WHAT IS REQUIRED:
Transcribe exactly, and only, the lines from the one containing "Annotation task. Read" through the last line of the data.

GIVEN MATERIAL:
◆ ◆ ◆ ◆ ◆ ◆ ◆
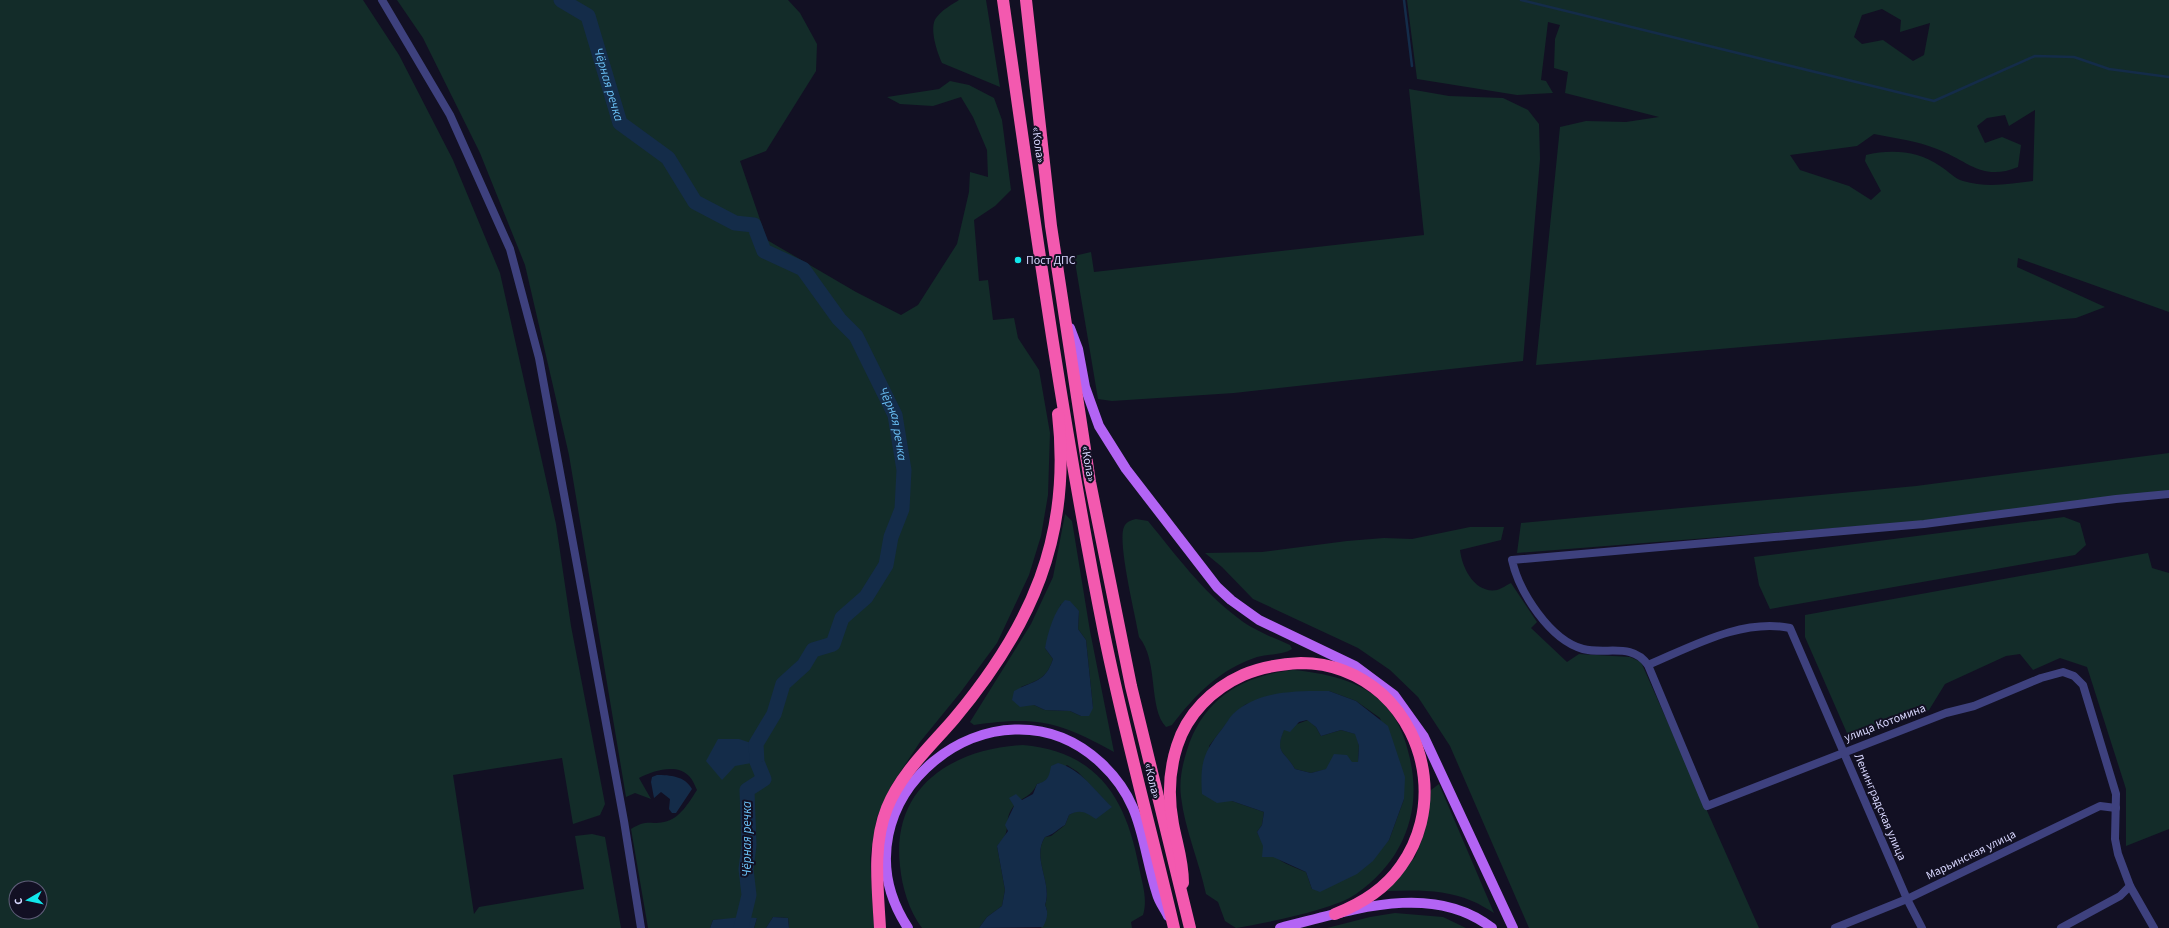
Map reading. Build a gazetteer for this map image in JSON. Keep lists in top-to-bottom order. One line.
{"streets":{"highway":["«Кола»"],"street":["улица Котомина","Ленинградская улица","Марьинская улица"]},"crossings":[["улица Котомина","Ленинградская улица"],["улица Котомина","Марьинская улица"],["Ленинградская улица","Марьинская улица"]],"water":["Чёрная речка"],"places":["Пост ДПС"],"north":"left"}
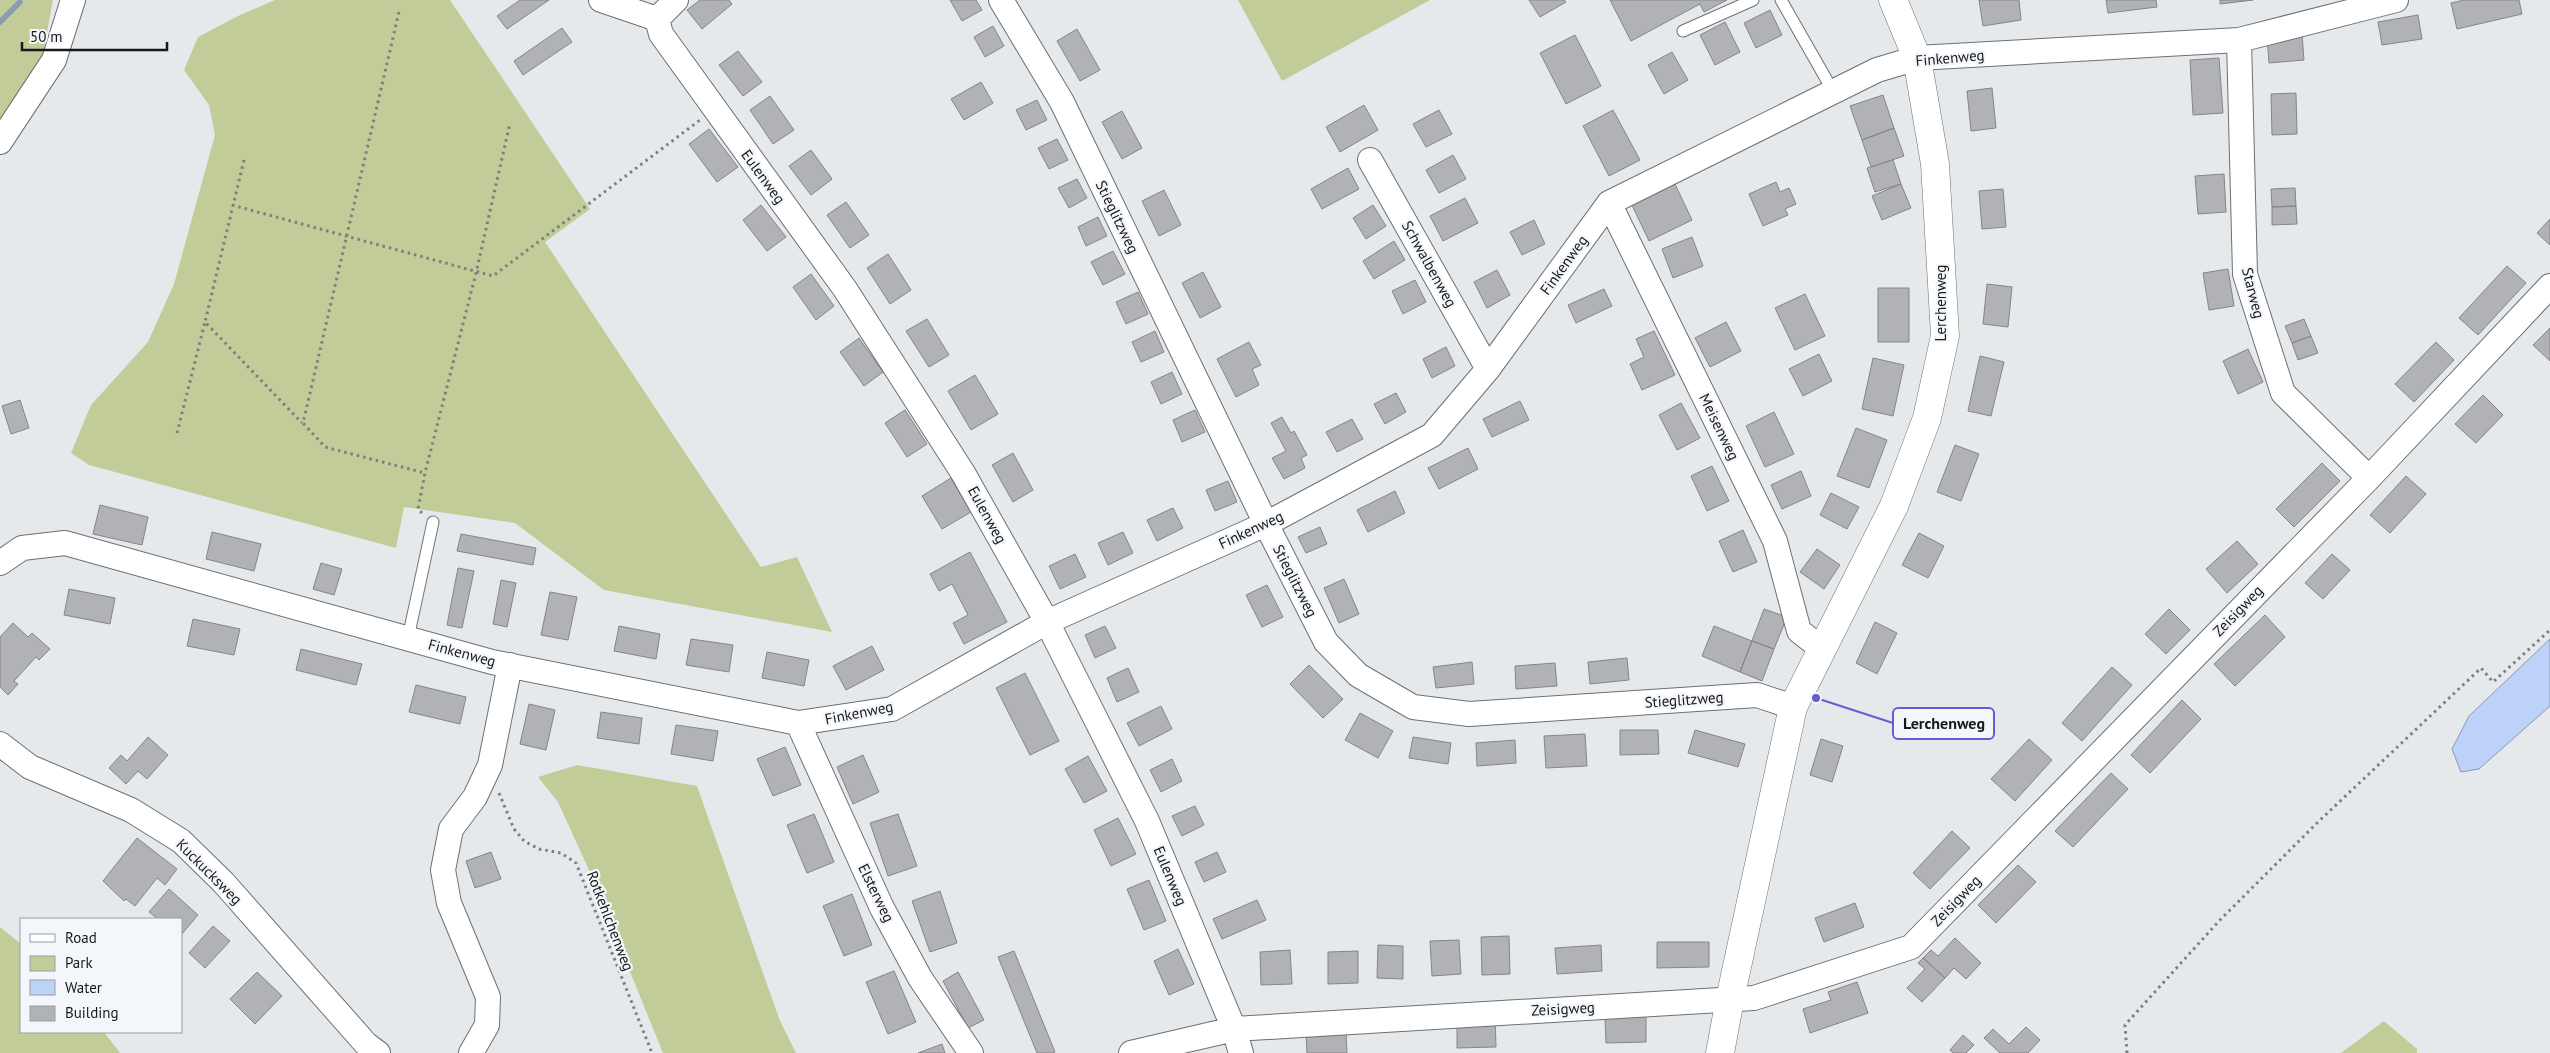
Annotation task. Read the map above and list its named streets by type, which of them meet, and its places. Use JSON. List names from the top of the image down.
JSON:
◆ ◆ ◆ ◆ ◆ ◆ ◆
SOLVED EXERCISE:
Annotation task. Read the map above and list its named streets by type, which of them meet, and its places. Use JSON. List names from the top of the image down.
JSON:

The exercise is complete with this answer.